During rehearsals, Haenel introduced Vienne to a novel about an heiress kidnapped by radicals. For years she lives with them, and soon she sees her old life in a new way: She finds that her parents, a media mogul and his philanthropist wife, disgust her, and she begins to criticize them publicly. Eventually, her family cannot bear her existence, so they try to orchestrate her death.
“It’s based on a true story,” Vienne tells me, but I have already recognized it as the story of Patty Hearst. I first heard it from an actress who left her abusive Hollywood husband at gunpoint. For her, Hearst’s narrative was a kind of parable, which in L’Etang is distilled into just a few lines: After the boy reveals he hasn’t taken his own life, he suspects his family would have preferred him dead. As a sad memory, he would be less dangerous.
When imagining how to change the world, Vienne thinks about things like social services and laws, but they ultimately feel superficial to her, like bandages.

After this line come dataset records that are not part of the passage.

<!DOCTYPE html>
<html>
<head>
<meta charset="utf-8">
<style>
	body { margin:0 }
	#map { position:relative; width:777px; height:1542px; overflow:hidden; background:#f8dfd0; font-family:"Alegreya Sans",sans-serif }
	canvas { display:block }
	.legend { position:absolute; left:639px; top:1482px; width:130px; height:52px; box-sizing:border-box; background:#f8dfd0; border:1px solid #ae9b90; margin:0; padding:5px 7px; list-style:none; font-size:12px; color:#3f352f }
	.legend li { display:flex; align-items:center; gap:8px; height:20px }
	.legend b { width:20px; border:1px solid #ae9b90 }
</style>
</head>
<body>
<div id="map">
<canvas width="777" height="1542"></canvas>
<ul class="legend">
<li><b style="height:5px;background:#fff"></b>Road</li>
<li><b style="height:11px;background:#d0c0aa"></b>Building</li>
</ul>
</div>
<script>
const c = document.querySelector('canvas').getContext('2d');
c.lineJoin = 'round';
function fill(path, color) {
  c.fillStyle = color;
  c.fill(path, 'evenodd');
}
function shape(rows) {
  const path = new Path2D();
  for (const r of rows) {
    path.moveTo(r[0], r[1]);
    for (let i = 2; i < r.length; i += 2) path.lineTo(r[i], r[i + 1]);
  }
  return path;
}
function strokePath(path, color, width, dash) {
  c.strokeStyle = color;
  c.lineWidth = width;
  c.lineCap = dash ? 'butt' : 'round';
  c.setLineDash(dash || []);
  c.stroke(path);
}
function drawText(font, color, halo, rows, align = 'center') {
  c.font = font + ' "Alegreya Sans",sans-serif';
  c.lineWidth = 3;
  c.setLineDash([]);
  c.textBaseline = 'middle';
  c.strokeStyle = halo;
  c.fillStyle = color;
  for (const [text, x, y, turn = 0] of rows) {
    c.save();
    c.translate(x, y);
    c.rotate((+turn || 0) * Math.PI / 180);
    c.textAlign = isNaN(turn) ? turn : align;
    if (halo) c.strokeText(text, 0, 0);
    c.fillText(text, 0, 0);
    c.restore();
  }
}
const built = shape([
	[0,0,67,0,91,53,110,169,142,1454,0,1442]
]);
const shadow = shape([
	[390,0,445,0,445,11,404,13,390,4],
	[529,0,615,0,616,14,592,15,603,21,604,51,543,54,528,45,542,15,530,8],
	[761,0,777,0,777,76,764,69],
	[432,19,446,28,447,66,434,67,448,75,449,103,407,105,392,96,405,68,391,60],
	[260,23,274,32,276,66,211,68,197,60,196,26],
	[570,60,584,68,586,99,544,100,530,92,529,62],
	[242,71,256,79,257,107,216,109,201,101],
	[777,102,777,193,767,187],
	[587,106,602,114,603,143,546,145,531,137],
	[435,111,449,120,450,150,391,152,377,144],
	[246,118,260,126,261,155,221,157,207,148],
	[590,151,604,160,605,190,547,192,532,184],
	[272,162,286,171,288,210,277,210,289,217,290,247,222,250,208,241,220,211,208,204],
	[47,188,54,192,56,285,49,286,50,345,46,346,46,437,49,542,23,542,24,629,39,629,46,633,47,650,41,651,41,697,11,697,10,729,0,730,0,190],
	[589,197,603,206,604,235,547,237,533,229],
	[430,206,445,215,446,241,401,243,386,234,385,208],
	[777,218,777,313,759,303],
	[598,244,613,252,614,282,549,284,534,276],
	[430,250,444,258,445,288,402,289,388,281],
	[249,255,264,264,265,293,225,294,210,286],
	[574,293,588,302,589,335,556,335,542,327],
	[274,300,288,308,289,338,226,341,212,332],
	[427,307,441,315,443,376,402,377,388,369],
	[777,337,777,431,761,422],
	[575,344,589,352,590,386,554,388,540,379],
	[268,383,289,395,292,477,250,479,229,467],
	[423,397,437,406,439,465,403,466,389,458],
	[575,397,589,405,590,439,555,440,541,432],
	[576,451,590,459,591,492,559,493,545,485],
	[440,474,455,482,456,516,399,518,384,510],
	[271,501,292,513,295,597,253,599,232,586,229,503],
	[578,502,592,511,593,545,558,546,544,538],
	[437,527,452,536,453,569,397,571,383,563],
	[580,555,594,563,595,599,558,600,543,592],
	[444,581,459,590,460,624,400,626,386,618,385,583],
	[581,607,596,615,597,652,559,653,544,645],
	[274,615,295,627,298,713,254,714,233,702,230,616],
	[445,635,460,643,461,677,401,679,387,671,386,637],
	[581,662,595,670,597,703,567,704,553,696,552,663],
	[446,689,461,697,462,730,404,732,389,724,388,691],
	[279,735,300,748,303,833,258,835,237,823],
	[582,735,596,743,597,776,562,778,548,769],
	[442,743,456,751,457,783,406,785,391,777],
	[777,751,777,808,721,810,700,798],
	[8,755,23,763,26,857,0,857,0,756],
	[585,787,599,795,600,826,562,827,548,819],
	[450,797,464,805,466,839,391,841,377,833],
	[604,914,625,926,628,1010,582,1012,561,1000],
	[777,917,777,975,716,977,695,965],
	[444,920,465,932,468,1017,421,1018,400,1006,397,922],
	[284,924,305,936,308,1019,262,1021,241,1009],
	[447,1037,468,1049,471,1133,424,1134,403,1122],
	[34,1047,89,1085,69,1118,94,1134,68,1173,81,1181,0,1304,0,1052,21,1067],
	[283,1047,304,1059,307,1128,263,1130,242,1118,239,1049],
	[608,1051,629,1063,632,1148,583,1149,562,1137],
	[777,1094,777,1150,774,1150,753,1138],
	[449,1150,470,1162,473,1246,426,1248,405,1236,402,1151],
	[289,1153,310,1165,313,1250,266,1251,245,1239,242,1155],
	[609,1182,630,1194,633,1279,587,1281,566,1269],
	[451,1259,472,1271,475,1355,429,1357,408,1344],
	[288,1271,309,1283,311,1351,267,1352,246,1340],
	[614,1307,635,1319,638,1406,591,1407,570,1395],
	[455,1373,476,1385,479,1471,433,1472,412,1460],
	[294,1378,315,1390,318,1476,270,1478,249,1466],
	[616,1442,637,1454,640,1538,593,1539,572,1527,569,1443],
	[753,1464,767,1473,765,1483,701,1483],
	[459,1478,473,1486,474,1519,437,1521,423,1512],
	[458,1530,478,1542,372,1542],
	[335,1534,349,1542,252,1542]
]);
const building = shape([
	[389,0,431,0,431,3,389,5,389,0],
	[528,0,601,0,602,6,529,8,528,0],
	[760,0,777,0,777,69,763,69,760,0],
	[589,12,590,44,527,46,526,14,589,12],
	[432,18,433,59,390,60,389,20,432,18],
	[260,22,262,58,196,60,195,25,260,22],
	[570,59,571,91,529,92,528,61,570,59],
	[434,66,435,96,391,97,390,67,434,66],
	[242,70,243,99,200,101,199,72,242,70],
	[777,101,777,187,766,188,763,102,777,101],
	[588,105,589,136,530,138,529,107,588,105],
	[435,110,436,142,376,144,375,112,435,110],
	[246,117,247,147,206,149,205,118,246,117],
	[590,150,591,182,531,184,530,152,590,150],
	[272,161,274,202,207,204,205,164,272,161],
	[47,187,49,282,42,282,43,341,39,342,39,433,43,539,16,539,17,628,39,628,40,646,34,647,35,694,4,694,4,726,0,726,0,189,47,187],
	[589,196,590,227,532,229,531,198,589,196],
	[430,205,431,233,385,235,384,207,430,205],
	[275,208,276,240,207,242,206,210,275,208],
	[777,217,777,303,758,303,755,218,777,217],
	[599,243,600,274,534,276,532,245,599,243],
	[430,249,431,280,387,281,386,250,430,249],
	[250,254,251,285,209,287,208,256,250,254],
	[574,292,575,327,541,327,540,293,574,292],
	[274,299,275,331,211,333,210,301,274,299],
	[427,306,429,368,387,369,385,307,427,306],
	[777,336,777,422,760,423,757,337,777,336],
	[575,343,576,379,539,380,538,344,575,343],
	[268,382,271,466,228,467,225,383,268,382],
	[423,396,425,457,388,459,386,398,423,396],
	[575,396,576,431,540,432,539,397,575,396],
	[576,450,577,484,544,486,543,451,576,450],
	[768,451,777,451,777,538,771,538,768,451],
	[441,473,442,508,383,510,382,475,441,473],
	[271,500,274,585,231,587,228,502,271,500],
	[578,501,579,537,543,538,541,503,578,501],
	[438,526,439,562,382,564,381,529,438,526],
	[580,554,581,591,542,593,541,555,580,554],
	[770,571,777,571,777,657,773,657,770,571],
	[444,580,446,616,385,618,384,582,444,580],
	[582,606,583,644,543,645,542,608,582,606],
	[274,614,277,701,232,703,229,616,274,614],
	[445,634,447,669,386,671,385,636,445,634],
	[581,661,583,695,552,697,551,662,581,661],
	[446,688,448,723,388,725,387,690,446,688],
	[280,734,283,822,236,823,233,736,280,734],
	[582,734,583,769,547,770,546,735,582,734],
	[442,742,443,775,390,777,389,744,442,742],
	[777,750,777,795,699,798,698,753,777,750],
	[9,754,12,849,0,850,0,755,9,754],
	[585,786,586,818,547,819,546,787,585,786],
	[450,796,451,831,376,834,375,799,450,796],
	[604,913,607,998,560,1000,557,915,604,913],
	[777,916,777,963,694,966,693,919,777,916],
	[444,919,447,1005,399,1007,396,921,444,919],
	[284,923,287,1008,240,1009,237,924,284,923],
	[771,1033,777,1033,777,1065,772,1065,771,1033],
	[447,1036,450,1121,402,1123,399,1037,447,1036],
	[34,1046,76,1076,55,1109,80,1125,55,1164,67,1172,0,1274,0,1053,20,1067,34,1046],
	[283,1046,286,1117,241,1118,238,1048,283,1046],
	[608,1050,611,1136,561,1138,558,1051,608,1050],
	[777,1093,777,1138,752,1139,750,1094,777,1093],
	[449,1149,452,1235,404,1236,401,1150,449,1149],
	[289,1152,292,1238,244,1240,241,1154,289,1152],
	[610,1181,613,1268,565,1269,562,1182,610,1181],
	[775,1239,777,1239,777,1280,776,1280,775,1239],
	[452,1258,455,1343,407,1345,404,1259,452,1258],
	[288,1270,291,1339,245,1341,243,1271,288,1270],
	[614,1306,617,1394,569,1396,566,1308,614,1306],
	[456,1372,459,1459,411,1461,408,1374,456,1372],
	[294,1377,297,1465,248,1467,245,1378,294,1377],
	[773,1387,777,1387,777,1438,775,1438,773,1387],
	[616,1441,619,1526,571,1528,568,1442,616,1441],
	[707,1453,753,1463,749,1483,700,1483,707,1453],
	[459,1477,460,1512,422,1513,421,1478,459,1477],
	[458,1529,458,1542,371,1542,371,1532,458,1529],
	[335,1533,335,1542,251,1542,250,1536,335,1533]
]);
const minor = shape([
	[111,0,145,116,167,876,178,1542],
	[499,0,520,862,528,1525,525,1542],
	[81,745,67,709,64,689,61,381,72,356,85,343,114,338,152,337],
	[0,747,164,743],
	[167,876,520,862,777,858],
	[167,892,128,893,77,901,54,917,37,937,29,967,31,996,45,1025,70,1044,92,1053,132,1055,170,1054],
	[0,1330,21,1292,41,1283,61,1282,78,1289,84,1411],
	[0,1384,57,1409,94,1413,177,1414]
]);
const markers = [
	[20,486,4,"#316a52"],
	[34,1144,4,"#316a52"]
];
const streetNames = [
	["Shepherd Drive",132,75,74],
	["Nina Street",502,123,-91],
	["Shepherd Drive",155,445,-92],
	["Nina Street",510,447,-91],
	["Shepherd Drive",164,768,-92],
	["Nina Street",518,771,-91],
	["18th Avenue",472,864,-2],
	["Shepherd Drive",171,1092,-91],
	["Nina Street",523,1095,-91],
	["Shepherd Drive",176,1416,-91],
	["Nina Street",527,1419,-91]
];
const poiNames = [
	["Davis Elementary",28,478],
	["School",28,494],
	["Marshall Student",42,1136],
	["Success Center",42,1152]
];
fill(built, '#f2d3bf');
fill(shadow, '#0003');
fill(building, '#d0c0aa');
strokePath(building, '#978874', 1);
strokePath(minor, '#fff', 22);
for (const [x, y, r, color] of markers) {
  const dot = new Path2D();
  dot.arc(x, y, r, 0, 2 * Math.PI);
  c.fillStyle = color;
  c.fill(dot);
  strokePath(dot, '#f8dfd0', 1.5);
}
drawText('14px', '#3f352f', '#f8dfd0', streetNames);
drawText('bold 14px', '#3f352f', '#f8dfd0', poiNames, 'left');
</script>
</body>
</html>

What she finds most important is how we see other people; how we reduce them to fit into our narrow vocabularies. “It’s the open door to killing,” Vienne says. Though she trained as a philosopher, she turned to dance because she believes it can say more. For her, the body has its own language, one every bit as important as what we say in words. When a man claims that a woman “said nothing,” Vienne finds it ridiculous because the body always speaks, whether or not you choose to hear it.
In L Étang, she plays a game with the limits of our attention: How closely will we watch a story of deep pain? The piece moves like a sports game replayed at one tenth the speed. By the time a motion reaches its end, you’ve forgotten where it began. The boy and his mother roll onto the stage so slowly you can barely see them move. To actually watch takes absolute concentration.
When Haenel’s disappearance was talked about in tabloids last spring, Vienne was amused. Haenel was performing in L’Étang on stages across the world; people only had to look up her name to know that. They were the ones who had decided these forms of expression did not count. For them, language outside a big-budget movie did not exist. They couldn’t conceive of it. Haenel was speaking—she always had been. They simply chose not to listen.
L’Étang is being performed at New York Live Arts from October 21-23.